Data Science Case Study: Who Can Afford What in Hawaii

Goal

Let’s pretend…

The State of Hawaii is looking to update their aging infrastructure, particularly to help reduce their environmental impact. A potential solution is replacing cesspool systems in favor of sewage systems that are more efficient and reduce waste leakage. In this mock case study, I’m going to evaluate what major barriers might be present from population metrics.

What’s the Situation?*

Hawaii is a unique state, in large part because of it’s segmented geography. The archipelago is composed of 6 main islands (7 or even 8 depending on who you ask) divided into 5 counties. Ranging from the populous urban capital of Honolulu–so influential that the city claims its own self-named county composing the entire island of O’ahu–to the lava and farm fields of the Big Island, it is especially difficult to make equitable, uniform policy decisions across the state.

Recently, the government has been interested in updating waste water infrastructure. Not all of the islands have comprehensive sewage systems. Instead, some local communities rely instead on individual cesspools, in large part because replacing that decades-old infrastructure would be expensive. To that extent, cesspools are used more often in poorer communities. However, sewage systems have lower long-term maintenance costs and are less prone to environmental damages (e.g. leakages).
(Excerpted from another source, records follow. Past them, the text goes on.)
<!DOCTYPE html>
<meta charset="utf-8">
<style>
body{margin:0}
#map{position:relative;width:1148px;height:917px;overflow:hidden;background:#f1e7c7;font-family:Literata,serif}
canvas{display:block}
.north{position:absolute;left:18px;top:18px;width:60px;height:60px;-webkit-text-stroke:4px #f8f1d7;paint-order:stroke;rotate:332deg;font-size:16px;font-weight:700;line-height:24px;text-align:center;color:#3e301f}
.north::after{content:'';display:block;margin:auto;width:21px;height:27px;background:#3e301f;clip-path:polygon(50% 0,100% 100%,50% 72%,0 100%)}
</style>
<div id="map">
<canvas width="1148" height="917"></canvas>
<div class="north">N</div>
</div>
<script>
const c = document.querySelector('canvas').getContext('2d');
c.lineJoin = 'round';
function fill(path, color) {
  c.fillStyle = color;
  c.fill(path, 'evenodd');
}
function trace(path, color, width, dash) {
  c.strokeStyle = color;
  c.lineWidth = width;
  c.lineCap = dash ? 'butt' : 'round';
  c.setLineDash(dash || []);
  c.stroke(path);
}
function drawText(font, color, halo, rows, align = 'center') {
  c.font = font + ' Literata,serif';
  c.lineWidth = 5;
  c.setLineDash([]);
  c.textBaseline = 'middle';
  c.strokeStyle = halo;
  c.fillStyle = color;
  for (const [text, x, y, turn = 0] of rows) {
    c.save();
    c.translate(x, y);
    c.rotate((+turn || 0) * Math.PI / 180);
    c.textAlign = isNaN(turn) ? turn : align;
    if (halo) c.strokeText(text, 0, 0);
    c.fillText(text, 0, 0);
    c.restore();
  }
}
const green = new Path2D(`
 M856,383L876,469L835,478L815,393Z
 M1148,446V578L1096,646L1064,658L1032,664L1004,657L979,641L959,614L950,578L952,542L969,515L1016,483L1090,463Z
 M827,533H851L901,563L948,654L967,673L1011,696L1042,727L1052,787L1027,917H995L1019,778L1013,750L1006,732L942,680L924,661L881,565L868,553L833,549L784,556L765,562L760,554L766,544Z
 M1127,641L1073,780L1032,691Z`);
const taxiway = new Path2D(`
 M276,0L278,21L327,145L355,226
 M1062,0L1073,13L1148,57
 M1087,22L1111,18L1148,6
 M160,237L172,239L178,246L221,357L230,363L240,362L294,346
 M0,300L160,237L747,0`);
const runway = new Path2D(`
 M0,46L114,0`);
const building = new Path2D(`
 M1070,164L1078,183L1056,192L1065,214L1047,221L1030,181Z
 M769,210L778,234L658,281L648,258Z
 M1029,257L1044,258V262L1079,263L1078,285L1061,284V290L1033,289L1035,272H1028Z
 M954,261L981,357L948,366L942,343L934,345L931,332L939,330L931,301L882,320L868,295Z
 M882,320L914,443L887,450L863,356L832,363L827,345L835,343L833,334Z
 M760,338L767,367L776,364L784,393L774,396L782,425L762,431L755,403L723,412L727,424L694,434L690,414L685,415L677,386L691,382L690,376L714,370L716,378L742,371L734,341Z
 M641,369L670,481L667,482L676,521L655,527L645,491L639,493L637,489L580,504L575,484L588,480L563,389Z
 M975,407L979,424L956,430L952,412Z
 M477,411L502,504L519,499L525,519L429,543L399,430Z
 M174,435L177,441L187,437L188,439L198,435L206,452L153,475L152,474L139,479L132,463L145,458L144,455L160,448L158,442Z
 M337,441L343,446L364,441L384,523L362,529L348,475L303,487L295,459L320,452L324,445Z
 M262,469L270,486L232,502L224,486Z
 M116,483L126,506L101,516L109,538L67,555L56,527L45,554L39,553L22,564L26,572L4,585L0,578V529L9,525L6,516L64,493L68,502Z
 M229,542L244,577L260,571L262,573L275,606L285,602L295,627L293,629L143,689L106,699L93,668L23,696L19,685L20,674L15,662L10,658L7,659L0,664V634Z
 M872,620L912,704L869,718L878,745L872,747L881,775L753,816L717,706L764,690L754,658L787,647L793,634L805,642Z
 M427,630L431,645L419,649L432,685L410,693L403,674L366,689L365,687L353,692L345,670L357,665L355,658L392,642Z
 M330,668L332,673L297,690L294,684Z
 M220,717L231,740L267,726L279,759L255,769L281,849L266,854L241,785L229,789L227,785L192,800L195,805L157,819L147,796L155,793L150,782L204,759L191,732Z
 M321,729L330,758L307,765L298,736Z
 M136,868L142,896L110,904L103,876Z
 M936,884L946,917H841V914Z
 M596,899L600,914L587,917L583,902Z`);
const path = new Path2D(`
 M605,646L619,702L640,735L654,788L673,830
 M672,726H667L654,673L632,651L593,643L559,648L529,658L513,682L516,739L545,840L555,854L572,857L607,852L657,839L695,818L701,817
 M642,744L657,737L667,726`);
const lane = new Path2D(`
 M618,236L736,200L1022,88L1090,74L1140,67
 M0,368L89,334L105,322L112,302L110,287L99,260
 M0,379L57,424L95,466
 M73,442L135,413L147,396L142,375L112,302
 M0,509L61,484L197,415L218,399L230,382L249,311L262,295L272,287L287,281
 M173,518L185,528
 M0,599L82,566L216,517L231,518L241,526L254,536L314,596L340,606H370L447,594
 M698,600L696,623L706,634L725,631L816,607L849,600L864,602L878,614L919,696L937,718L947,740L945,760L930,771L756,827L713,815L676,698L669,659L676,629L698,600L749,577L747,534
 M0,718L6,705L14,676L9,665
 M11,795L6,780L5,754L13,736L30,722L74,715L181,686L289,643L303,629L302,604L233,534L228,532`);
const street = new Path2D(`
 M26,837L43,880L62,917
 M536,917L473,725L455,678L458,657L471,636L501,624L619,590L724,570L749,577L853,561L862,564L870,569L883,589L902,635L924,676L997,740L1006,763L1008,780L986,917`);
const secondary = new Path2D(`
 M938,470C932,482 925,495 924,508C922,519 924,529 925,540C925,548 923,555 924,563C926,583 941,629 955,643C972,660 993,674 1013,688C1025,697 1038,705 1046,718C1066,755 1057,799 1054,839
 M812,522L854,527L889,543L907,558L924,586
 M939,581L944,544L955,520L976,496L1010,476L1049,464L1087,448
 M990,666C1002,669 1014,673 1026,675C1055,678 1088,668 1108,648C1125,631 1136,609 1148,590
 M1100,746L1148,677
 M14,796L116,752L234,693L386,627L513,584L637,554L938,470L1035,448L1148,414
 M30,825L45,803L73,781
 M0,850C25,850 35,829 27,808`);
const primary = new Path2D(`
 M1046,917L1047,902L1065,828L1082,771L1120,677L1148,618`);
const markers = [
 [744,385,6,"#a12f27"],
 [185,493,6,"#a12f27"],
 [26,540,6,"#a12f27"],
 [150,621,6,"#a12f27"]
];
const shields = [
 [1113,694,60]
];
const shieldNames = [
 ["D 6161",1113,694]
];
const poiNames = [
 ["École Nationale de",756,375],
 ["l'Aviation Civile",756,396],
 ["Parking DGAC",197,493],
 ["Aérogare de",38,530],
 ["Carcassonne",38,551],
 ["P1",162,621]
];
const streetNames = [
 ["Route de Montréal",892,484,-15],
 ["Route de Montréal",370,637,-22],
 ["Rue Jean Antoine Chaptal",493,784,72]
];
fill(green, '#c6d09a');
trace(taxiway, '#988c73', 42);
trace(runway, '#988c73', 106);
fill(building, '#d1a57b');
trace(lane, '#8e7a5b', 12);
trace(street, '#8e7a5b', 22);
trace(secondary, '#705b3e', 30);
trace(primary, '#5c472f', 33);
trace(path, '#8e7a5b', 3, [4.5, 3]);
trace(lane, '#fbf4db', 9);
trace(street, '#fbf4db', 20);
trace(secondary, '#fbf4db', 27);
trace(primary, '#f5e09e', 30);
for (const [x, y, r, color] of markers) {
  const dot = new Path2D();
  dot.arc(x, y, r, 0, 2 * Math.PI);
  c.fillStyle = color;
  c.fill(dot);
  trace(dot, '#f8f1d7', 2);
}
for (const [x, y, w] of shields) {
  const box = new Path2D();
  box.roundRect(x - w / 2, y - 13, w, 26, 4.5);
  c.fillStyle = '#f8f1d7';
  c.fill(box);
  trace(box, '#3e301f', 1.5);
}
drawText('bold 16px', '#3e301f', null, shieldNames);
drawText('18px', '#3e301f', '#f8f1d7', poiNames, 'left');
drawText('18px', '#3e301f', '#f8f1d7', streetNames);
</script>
Knowing that replacing cesspools require both the literal and metaphorical buy-in of the households currently using them, it became a concern that State officials may not fully appreciate the needs and limitations of these communities when making policy decisions.

*Again, this is a mock case study featuring a self-created scenario for the purposes of practicing some data science.

Data, Analysis, and Findings

TLDR Version

There are vast wealth differences between the islands, with even the top earners of the Big Island making less than the state’s median household income.
Maui and the Big Island have many areas that have similar wealth profiles.
The “money-shot” figure:

The Step-by-Step Version

Cleaning Data

Let's load in some census data. This is taken from the 5-Year 2017 American Community Survey via the Census Bureau.

df_data_1 = pd.read_csv(ACS_17_5YR_S1901_with_ann.csv)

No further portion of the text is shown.